So basically BigQuery from AWS. Looks good on first sight, a bit late. Personally worked for a large org which has just moved from BigQuery from Redshift and I have to say that BigQuery is the much better product.
The only problem with BigQuery is that it's on GCP, so either you have to migrate your whole workload over or you end up eating a lot of data transfer costs.
Having used both I do think BigQuery is better in a lot of ways (although it's easier to make it a lot expensive too), but I'm really excited to see Redshift catch up. Adding the serverless options are really great too since my biggest complaint with Redshift was managing the quantity and type of the underlying instances.
I have not used it, but my understanding is that BigQuery Omni is "BigQuery running on AWS/Azure". My understanding is that they are running Anthos on AWS (managed by Google) and they offer BigQuery as a service from that AWS infra managed by Google.
Athena is not BigQuery. Athena is just a fancy wrapper around Hive (you can see this right from the log output) and just runs map reduce over your S3 data. It's a great tool for what it is.
BigQuery is a full database. It is significantly faster than running anything from Athena. The closest comparison on AWS is Redshift.
I think Athena has a lot of value (especially given its pricing), but you're not wrong that it has limitations.
Getting data into Athena isn't something that is just done for you. Athena just takes what you've put on S3 and queries over it - and leaves getting it onto S3 (and into an efficient format) as an exercise for the reader.
Athena's speed varies a lot depending on what format you put things in. Querying over CSVs will mean that you're slow and reading a lot of data. Querying over ORC (column-store) files is pretty quick.
The big thing is Athena's pricing. They price it on how much data you read in reality not how much data would be read if things weren't optimized. BigQuery charges you based on how much data would be read if it weren't optimized. With BigQuery, an integer is always 8 bytes. It doesn't matter if they're able to optimize it down to nothing using RLE (run length encoding). You still pay the full 8 bytes. If your ORC files make that integer column tiny, you get the benefit of that.
BigQuery is great, but Athena's pricing is a lot cheaper given that you get to benefit from any storage optimization you do.
Out of curiosity, how have you used Athena that you're seeing it be so much slower? In my experience, BigQuery is faster (maybe 2x faster), but I've been using column-oriented data with Athena. If you're using CSVs with Athena, it will be way slower than BigQuery.
I'm always a little surprised that AWS doesn't build Athena out more, but I guess if they did they'd want money and margin for the value add. Still, Athena is a pretty decent serverless Presto and Presto can work pretty well over data in column formats.
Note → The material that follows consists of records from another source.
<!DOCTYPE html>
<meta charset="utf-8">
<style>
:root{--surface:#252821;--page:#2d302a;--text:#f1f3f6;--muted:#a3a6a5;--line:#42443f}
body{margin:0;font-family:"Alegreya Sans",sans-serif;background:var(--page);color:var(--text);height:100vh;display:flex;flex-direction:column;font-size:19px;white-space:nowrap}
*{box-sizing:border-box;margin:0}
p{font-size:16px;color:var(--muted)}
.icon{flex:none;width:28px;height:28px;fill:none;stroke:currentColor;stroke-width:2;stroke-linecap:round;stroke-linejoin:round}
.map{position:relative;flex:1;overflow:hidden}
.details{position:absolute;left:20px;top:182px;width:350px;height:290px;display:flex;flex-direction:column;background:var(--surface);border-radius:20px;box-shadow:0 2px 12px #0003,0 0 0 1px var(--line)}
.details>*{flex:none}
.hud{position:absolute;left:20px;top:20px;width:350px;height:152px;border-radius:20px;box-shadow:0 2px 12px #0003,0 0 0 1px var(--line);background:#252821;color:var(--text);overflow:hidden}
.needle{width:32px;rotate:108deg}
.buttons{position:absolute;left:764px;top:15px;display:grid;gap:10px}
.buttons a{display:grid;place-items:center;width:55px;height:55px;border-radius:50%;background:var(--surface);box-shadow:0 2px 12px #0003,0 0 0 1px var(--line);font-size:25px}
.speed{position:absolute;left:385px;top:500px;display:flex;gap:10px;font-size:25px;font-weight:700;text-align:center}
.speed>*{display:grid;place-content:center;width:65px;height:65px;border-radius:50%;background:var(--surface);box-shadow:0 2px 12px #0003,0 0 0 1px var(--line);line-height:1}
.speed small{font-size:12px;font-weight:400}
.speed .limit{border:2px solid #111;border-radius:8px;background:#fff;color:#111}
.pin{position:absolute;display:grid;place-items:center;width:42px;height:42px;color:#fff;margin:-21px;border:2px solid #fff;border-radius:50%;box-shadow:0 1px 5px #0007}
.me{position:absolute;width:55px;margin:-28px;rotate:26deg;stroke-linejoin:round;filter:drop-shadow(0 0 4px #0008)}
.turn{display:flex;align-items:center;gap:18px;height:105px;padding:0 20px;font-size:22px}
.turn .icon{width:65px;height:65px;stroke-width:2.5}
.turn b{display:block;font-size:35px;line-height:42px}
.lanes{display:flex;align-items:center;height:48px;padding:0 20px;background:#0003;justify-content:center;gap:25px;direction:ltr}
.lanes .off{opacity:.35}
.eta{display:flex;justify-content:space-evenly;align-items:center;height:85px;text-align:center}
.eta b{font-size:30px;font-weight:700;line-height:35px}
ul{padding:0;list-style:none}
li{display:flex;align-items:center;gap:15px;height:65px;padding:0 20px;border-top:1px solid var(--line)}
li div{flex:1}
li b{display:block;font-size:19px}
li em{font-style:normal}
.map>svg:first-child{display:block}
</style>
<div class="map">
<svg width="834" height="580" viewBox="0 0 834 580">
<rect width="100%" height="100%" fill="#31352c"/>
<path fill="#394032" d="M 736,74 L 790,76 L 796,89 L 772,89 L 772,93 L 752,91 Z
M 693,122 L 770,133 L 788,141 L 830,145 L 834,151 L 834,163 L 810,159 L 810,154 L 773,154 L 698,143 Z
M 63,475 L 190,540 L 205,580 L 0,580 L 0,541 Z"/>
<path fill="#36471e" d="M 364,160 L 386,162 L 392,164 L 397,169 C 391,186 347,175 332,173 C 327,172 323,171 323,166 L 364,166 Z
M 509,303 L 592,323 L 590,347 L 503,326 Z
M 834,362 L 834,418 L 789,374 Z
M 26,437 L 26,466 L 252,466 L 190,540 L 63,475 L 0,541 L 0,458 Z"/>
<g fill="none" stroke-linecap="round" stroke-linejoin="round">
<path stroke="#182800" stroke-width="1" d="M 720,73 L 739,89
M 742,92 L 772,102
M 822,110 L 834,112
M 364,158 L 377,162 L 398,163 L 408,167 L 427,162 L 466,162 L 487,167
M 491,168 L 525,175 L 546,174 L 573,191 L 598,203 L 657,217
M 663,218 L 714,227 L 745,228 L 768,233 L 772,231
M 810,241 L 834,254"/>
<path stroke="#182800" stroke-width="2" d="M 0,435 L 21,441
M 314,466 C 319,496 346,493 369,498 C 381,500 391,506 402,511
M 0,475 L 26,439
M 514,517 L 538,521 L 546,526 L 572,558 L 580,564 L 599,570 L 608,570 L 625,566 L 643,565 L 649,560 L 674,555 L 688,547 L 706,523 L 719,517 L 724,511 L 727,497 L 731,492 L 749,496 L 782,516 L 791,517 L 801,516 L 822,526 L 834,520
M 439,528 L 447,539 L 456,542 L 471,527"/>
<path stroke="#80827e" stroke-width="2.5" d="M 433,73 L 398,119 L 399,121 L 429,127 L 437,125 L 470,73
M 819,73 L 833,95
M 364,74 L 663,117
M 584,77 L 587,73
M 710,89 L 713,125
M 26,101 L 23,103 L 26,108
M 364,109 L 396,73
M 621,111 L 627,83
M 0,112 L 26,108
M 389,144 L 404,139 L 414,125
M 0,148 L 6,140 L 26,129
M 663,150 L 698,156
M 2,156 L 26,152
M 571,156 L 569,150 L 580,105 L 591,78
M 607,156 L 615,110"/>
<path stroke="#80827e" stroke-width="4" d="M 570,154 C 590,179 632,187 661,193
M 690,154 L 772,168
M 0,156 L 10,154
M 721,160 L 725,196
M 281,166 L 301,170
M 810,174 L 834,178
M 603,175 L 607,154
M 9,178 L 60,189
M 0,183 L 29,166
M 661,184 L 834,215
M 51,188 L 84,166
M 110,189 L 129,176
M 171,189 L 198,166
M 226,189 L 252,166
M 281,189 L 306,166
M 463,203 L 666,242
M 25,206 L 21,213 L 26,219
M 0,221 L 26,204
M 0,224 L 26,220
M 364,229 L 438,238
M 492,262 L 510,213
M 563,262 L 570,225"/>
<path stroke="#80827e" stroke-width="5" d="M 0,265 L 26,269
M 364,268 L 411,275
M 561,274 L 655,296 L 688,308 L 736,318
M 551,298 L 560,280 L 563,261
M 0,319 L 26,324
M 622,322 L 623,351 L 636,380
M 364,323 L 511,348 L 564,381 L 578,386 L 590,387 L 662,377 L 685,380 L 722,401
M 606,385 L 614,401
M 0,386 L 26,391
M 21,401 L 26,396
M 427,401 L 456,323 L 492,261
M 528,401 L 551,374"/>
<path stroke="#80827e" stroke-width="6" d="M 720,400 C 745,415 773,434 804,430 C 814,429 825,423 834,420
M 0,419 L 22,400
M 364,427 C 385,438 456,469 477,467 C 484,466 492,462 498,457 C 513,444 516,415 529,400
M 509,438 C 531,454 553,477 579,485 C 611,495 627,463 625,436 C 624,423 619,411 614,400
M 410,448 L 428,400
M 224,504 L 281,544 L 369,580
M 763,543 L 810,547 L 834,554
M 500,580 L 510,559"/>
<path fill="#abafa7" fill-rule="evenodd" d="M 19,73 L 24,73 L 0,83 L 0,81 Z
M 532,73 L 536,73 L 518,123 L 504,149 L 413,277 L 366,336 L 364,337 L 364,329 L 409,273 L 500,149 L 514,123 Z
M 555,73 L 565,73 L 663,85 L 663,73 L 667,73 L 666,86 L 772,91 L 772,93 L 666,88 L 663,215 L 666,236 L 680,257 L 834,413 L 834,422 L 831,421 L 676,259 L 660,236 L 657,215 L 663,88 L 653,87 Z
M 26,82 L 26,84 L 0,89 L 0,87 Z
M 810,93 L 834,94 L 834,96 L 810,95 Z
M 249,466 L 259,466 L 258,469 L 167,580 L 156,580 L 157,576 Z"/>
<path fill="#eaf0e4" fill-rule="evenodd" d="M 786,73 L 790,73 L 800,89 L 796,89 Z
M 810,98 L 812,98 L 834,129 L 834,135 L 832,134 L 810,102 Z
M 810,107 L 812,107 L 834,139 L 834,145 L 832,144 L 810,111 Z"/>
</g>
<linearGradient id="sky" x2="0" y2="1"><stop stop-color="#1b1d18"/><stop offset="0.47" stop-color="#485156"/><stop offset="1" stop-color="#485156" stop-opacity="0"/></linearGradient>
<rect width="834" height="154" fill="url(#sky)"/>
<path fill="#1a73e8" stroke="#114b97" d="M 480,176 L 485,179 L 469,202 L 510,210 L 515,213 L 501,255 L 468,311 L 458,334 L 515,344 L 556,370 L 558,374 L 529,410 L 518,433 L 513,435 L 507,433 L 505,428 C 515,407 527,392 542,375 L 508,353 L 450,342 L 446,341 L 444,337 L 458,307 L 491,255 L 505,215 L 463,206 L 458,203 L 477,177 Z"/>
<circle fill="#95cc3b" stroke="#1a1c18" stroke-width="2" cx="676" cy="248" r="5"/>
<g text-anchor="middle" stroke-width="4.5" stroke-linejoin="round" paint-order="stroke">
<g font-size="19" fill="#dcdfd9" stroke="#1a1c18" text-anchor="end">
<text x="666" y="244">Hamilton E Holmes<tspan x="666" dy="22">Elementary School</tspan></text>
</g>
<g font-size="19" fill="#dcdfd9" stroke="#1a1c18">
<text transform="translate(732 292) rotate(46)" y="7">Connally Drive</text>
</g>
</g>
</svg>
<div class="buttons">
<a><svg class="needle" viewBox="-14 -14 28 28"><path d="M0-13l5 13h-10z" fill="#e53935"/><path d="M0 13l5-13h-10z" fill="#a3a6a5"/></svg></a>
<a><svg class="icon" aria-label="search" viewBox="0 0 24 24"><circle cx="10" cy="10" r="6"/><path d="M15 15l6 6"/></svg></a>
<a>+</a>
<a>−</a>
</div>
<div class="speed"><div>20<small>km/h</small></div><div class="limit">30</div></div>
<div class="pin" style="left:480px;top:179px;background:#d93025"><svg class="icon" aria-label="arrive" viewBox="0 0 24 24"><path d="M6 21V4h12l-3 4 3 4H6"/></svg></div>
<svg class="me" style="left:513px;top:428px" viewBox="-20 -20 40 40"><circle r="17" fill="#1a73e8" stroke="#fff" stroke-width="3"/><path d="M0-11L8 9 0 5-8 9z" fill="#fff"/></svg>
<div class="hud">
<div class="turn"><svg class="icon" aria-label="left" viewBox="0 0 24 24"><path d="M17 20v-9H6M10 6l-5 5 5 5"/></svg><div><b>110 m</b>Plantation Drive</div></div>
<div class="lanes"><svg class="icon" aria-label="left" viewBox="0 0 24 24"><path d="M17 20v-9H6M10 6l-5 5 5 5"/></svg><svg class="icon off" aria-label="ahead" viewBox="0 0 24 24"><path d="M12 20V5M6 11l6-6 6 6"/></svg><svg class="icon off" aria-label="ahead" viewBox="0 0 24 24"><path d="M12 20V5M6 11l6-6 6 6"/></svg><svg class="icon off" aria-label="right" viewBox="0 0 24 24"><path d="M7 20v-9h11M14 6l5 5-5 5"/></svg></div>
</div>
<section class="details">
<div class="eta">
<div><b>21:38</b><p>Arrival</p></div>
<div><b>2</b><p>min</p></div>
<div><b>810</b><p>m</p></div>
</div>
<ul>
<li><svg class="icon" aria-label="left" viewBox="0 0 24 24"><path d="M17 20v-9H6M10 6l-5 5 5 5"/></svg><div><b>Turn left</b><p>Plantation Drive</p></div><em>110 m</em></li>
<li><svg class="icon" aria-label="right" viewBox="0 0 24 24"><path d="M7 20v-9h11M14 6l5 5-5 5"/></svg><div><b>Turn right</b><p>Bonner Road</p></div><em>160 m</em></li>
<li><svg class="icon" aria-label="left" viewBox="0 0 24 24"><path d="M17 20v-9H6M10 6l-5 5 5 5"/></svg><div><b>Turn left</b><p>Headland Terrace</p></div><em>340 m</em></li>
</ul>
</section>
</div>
Yeah I get that they want to go after Snowflake, Databricks and BigQuery, but AWS it not known for delivering high quality software. They have few things that are very good (EC2, S3, Lambda) and the rest is done by their B-team and barely holding together.
I have to say, speaking for Redshift, I significantly agree with the critique.
There are too many simple problems which should have been caught in testing, and the problem which have over time been found absolutely imply unprofessional, even amateurish software development standards.
For example, recently, the format of the version string was changed. This broke a lot of existing software, which had hard coded parsing - SQL Alchemy stopped working - so did AWS's own JDBC driver.
This on the face of it indicates the RS test suite does not include any connections over JDBC.
It then turned out the version string had anyway been inaccurate for months, because RS had moved from GCC 3.4.2 (I think it was) to 7.3. But the version string kept reporting the old numbers.
I can't even begin to describe how many issues - flat factual errors, and profoundly meaningful gobble-de-gook - in the official docs.
The whole thing just feels too much like amateur hour.
Having used both I do think BigQuery is better in a lot of ways (although it's easier to make it a lot expensive too), but I'm really excited to see Redshift catch up. Adding the serverless options are really great too since my biggest complaint with Redshift was managing the quantity and type of the underlying instances.